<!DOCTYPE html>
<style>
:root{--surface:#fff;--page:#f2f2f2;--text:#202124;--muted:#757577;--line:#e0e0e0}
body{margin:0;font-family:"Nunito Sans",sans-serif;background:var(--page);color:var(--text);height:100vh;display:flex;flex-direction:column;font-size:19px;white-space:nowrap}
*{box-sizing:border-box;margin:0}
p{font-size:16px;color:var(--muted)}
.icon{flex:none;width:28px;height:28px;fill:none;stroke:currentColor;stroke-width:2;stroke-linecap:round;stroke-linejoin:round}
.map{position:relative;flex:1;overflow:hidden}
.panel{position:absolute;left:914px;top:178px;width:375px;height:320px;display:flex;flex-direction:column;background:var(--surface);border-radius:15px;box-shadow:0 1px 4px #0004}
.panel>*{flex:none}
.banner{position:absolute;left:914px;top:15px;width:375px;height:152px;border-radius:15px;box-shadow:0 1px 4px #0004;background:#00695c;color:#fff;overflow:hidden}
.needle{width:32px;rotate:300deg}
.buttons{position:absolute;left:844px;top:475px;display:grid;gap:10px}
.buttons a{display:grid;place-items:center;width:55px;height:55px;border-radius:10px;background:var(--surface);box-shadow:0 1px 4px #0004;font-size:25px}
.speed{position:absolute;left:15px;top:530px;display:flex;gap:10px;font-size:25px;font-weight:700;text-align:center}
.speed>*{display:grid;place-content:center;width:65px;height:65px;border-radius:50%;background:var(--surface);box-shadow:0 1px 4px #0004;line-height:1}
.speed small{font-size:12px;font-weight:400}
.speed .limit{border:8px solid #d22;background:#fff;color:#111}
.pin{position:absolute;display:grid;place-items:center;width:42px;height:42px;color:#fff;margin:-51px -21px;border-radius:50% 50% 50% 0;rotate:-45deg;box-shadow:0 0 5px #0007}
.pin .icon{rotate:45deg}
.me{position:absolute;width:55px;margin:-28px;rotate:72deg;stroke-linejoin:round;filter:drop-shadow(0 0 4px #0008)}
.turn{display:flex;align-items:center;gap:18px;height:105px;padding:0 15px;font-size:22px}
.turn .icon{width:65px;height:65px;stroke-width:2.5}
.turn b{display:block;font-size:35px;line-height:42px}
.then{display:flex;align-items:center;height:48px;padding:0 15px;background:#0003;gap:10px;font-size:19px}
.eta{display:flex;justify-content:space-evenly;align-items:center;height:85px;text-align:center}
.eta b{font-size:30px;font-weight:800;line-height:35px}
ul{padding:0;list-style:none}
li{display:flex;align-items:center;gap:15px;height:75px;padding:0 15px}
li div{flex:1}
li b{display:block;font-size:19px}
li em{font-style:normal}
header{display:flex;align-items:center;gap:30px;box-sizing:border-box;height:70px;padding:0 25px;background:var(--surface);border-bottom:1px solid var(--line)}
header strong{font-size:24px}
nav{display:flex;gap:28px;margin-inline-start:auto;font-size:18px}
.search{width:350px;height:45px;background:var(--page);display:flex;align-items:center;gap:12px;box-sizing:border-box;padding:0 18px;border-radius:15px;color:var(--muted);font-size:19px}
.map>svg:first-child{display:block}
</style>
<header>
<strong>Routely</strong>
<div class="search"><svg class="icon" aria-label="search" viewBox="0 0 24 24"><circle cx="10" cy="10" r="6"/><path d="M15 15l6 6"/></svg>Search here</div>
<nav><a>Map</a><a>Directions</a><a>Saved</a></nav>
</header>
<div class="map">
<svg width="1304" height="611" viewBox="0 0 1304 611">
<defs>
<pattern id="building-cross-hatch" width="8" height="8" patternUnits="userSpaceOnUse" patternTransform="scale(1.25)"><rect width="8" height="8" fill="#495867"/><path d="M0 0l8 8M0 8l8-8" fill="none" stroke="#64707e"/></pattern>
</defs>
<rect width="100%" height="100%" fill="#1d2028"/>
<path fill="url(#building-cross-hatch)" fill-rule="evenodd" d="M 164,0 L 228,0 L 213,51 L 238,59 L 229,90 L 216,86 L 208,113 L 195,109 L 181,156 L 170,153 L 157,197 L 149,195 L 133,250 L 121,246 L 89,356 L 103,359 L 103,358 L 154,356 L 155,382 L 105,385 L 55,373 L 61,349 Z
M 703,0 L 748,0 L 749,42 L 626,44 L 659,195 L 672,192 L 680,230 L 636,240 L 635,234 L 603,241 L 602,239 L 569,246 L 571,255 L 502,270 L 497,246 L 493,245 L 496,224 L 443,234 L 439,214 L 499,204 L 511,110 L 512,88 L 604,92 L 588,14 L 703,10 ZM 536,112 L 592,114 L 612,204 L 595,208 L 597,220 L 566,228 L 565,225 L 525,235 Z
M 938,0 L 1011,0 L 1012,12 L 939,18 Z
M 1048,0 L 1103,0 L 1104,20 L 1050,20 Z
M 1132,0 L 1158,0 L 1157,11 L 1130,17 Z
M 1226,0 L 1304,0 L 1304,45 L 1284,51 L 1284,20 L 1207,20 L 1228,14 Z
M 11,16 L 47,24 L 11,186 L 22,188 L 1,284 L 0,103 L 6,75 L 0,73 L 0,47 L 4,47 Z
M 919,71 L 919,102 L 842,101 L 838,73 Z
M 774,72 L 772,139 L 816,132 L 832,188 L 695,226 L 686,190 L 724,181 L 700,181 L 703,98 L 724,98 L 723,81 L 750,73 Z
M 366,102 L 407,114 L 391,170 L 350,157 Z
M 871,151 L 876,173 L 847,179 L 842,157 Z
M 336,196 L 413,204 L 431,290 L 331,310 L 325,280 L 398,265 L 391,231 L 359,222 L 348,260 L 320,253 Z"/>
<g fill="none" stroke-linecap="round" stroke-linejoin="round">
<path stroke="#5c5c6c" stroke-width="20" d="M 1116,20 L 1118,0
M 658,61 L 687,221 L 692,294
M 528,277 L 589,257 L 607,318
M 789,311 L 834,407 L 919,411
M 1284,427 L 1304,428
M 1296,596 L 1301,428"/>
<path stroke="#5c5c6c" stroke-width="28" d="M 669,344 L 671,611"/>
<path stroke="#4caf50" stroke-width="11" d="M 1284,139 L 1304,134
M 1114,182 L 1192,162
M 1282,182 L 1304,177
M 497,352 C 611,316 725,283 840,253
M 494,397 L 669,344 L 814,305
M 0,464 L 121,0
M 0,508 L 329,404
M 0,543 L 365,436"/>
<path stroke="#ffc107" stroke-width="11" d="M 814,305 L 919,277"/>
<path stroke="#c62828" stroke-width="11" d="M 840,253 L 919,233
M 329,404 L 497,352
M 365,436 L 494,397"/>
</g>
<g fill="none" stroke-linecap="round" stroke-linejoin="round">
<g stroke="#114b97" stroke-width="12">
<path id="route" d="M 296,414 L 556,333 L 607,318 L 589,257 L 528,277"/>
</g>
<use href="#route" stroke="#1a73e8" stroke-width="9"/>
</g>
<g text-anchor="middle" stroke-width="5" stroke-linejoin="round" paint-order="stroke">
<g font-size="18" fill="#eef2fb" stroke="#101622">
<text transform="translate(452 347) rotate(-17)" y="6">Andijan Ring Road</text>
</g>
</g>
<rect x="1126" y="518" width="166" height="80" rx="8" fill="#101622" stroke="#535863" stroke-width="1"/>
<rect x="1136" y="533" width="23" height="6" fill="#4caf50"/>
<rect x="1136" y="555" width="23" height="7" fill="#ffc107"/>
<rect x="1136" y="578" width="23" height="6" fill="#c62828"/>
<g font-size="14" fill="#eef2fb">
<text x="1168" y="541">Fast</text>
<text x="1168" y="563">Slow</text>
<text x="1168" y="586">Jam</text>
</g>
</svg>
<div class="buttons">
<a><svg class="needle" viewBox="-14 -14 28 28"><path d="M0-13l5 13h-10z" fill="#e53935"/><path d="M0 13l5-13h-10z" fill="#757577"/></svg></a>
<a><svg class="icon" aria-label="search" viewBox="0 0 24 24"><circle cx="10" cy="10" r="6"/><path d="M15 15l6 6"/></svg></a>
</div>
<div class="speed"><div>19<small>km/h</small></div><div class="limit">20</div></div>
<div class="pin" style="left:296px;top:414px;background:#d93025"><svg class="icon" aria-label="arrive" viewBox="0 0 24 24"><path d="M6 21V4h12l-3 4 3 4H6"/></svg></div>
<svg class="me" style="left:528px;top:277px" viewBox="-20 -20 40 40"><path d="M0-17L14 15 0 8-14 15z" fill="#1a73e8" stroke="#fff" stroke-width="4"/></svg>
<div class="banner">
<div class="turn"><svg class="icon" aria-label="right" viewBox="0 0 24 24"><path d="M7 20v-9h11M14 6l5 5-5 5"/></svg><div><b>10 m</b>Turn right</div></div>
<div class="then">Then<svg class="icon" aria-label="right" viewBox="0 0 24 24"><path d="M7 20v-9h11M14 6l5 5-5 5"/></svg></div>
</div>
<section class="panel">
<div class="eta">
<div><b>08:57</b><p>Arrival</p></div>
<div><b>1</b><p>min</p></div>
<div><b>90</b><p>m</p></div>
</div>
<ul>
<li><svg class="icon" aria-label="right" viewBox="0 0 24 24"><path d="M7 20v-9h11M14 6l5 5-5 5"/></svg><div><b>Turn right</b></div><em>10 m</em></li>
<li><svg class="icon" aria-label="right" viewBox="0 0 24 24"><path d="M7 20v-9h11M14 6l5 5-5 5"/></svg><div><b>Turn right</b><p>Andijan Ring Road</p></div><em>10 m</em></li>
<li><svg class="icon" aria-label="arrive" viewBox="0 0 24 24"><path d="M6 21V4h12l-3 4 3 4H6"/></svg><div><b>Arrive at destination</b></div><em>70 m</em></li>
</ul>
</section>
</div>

________________________________________

*REQUIRED ACTION*
In which lines of the material above does the string "overflow" occur? Copy them all.

*EXERCISE RESULT*
.map{position:relative;flex:1;overflow:hidden}
.banner{position:absolute;left:914px;top:15px;width:375px;height:152px;border-radius:15px;box-shadow:0 1px 4px #0004;background:#00695c;color:#fff;overflow:hidden}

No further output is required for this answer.